PSLV-C28
- Model of the PSLV rocket
- Mission type: Deployment of 5 satellites.
- Operator: ISRO & Antrix Corporation
- COSPAR ID: 2015-032C & 2015-032D
- SATCAT no.: 40717 & 40718
- Website: ISRO website
- Mission duration: 19 minutes & 21 seconds
- Distance travelled: 647 km

Spacecraft properties
- Spacecraft: Polar Satellite Launch Vehicle
- Spacecraft type: Launch vehicle
- Manufacturer: ISRO (Launch Vehicle) & Surrey Satellite (Satellites)
- Launch mass: 320,000 kilograms (710,000 lb)
- Payload mass: 1,440 kilograms (3,170 lb)

Start of mission
- Launch date: 21:58, July 10, 2015 (IST)
- Rocket: PSLV
- Launch site: Satish Dhawan Space Centre
- Contractor: ISRO
- Deployment date: 10 Jul 2015

End of mission
- Disposal: Placed in graveyard orbit
- Deactivated: 10 Jul 2015

Orbital parameters
- Regime: Sun-synchronous orbit

Payload
- Three DMC3 satellites, One CBNT-1 (technology demonstrator)&, One De-OrbitSail (TD nano satellite)

= PSLV-C28 =

PSLV-C28 (a.k.a.
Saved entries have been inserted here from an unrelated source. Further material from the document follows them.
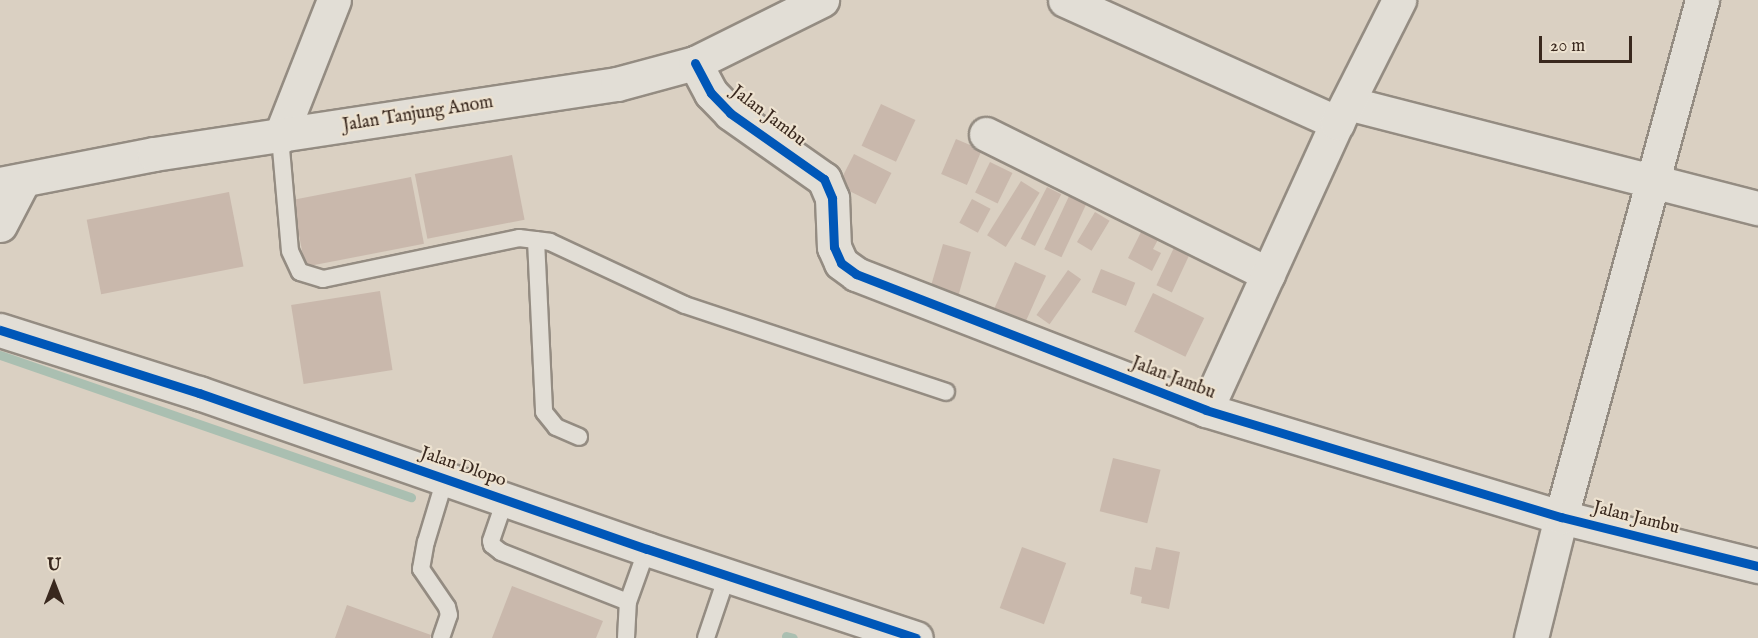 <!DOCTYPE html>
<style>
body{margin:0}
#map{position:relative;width:1758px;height:638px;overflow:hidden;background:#dad0c2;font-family:"IM FELL English",serif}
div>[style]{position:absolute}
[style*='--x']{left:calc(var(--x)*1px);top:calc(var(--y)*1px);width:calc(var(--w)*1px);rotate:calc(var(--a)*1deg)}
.stream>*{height:9px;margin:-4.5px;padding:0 4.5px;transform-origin:4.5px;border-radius:4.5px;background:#aabfb1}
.building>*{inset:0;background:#c9b8ac;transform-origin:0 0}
.roads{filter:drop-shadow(2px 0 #948c82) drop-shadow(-2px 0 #948c82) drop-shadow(0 2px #948c82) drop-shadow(0 -2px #948c82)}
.lane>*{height:16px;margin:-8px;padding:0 8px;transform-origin:8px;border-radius:8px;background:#e2ded6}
.street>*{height:33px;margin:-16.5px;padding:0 16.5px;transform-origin:16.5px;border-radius:16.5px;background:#e2ded6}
.secondary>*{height:33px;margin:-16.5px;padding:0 16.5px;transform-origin:16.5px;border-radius:16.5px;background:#e2ded6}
.cycleway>*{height:9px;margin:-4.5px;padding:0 4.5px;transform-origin:4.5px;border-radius:4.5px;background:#0057b8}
span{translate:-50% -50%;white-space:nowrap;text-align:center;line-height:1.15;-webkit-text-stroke:4.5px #ede2d0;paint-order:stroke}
.street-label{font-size:18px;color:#39281e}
.north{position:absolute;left:24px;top:554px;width:60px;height:60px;-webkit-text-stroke:4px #ede2d0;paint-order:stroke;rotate:0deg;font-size:16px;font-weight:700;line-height:24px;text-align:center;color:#39281e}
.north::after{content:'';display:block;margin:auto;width:21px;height:27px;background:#39281e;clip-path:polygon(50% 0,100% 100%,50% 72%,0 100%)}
.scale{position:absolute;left:1539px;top:36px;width:93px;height:27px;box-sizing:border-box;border:3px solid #39281e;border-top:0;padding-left:8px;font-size:18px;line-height:21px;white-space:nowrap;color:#39281e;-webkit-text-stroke:4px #ede2d0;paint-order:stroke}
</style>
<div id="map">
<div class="stream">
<i style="--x:0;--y:355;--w:435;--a:19.1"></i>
<i style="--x:786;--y:636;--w:7;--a:16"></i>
</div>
<div class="building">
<i style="left:881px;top:104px;width:38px;height:46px;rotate:25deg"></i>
<i style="left:956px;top:139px;width:28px;height:38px;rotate:23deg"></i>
<i style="left:854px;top:154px;width:42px;height:35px;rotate:27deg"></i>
<i style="left:512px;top:155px;width:66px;height:99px;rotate:79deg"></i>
<i style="left:990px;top:162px;width:25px;height:34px;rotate:26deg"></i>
<i style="left:411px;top:177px;width:68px;height:121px;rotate:79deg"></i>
<i style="left:1021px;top:181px;width:22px;height:64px;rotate:32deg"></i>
<i style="left:1047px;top:187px;width:16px;height:58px;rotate:27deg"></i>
<i style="left:229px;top:192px;width:76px;height:145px;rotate:79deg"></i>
<i style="left:1070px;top:194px;width:19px;height:61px;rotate:25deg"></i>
<i style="left:972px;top:199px;width:21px;height:27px;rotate:28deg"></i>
<i style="left:1095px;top:212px;width:17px;height:35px;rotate:31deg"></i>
<i style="clip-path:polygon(1144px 226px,1161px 234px,1153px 249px,1161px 253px,1152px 271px,1128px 258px)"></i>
<i style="left:1178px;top:239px;width:17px;height:51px;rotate:25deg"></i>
<i style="left:943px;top:244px;width:29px;height:46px;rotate:16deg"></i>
<i style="left:1015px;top:262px;width:34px;height:56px;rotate:24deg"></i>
<i style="left:1101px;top:269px;width:37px;height:25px;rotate:22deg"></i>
<i style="left:1068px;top:270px;width:16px;height:55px;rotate:35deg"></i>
<i style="left:380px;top:291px;width:80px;height:90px;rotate:81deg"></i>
<i style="left:1153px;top:293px;width:57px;height:43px;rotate:26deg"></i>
<i style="left:1113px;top:458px;width:49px;height:55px;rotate:14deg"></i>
<i style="left:1022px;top:547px;width:47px;height:65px;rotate:20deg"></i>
<i style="clip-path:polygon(1156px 547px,1180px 552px,1169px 609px,1141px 603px,1142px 597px,1130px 594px,1135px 567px,1151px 570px)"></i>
<i style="clip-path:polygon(512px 586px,603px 621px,596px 638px,492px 638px)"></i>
<i style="clip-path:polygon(347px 605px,431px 635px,430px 638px,335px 638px)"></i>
</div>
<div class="roads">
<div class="lane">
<i style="--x:280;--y:137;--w:114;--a:85"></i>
<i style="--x:290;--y:251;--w:23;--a:65"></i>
<i style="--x:300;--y:272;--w:24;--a:17"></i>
<i style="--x:323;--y:279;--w:200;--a:-11.8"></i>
<i style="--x:519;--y:238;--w:31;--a:7"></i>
<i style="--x:550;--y:242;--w:149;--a:25"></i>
<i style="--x:685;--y:305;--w:275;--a:18.4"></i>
<i style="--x:536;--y:240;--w:172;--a:87.3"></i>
<i style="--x:544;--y:412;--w:19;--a:51"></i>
<i style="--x:556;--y:427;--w:25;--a:23"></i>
<i style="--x:505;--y:500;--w:43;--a:108.9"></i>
<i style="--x:491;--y:541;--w:4;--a:76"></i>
<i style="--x:492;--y:545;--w:11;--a:38"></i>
<i style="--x:501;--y:552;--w:136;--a:21.5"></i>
<i style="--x:441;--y:638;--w:24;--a:-71"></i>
<i style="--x:449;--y:615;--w:8;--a:-104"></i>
<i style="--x:447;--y:607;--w:46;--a:-124.4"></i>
<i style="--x:421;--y:569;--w:27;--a:-80"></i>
<i style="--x:426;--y:542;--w:66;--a:-73.2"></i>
<i style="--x:626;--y:638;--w:36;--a:-87"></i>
<i style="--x:628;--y:602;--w:56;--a:-70.3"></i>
<i style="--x:706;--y:638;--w:65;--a:-71.3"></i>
</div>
<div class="street">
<i style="--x:1065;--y:0;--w:299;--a:24.3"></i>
<i style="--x:695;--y:63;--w:34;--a:62"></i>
<i style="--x:711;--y:93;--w:28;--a:46"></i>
<i style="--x:730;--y:113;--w:115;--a:35.1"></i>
<i style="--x:824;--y:179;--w:21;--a:67"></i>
<i style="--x:832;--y:198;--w:49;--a:87.7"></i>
<i style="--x:834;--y:247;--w:17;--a:66"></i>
<i style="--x:841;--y:263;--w:19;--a:36"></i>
<i style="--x:856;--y:274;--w:375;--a:21.2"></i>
<i style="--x:1206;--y:410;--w:371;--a:16.8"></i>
<i style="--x:1561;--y:517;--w:203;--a:14"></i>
<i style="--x:1348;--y:103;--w:423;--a:14.4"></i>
<i style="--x:986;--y:134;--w:315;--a:26.4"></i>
<i style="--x:280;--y:137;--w:147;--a:-68.5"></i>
<i style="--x:1206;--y:410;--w:315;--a:-65.5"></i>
<i style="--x:1337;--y:123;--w:138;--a:-63.2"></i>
<i style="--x:1531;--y:638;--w:125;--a:-76.1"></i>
<i style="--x:1561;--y:517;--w:536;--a:-74.74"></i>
</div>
<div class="secondary">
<i style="--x:0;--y:184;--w:157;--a:-11"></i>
<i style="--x:154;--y:154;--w:468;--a:-8.6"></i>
<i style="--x:617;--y:84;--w:81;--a:-15.1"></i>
<i style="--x:695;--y:63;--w:142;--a:-26.4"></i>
<i style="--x:0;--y:225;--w:50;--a:-62.4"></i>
<i style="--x:0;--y:330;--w:209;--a:17.6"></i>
<i style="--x:199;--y:393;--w:474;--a:19.2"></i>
<i style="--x:647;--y:549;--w:283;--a:18.3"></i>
</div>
</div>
<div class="cycleway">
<i style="--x:695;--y:63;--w:34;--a:62"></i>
<i style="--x:711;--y:93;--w:28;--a:46"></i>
<i style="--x:730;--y:113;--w:115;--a:35.1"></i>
<i style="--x:824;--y:179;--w:21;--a:67"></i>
<i style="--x:832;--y:198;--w:49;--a:87.7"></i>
<i style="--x:834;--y:247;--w:17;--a:66"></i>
<i style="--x:841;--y:263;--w:19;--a:36"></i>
<i style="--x:856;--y:274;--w:375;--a:21.2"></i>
<i style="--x:1206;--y:410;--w:371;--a:16.8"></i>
<i style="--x:1561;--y:517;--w:203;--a:14"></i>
<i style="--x:0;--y:330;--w:209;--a:17.6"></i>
<i style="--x:199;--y:393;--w:474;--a:19.2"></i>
<i style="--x:647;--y:549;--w:283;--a:18.3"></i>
</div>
<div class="street-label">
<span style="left:418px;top:115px;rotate:-9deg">Jalan Tanjung Anom</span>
<span style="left:768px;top:117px;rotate:37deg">Jalan Jambu</span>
<span style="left:1173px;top:379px;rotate:21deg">Jalan Jambu</span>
<span style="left:463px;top:468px;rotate:19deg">Jalan Dlopo</span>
<span style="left:1636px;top:519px;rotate:14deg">Jalan Jambu</span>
</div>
<div class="north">U</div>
<div class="scale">20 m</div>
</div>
DMC3 mission) was the 29th consecutive successful mission (overall 30th) of the PSLV program. The PSLV-C28 carried and successfully deployed 5 satellites in the Sun-synchronous orbit. With a launch mass of 320000 kg and payload mass of payload mass 1440 kg, the C28 was the heaviest commercial mission undertaken by the Indian Space Research Organisation and Antrix Corporation. The PSLV-C28 carried three identical optical Earth observation satellites (DMC3-1, DMC3-2 & DMC3-3), an optical Earth observation technology demonstrator microsatellite (CBNT-1), and an experimental nanosatellite (De-orbitSail). All the satellites were built by Surrey Satellite Technology (SSTL). Although built by SSTL, the "De-orbitSail" belonged to the Surrey Space Centre.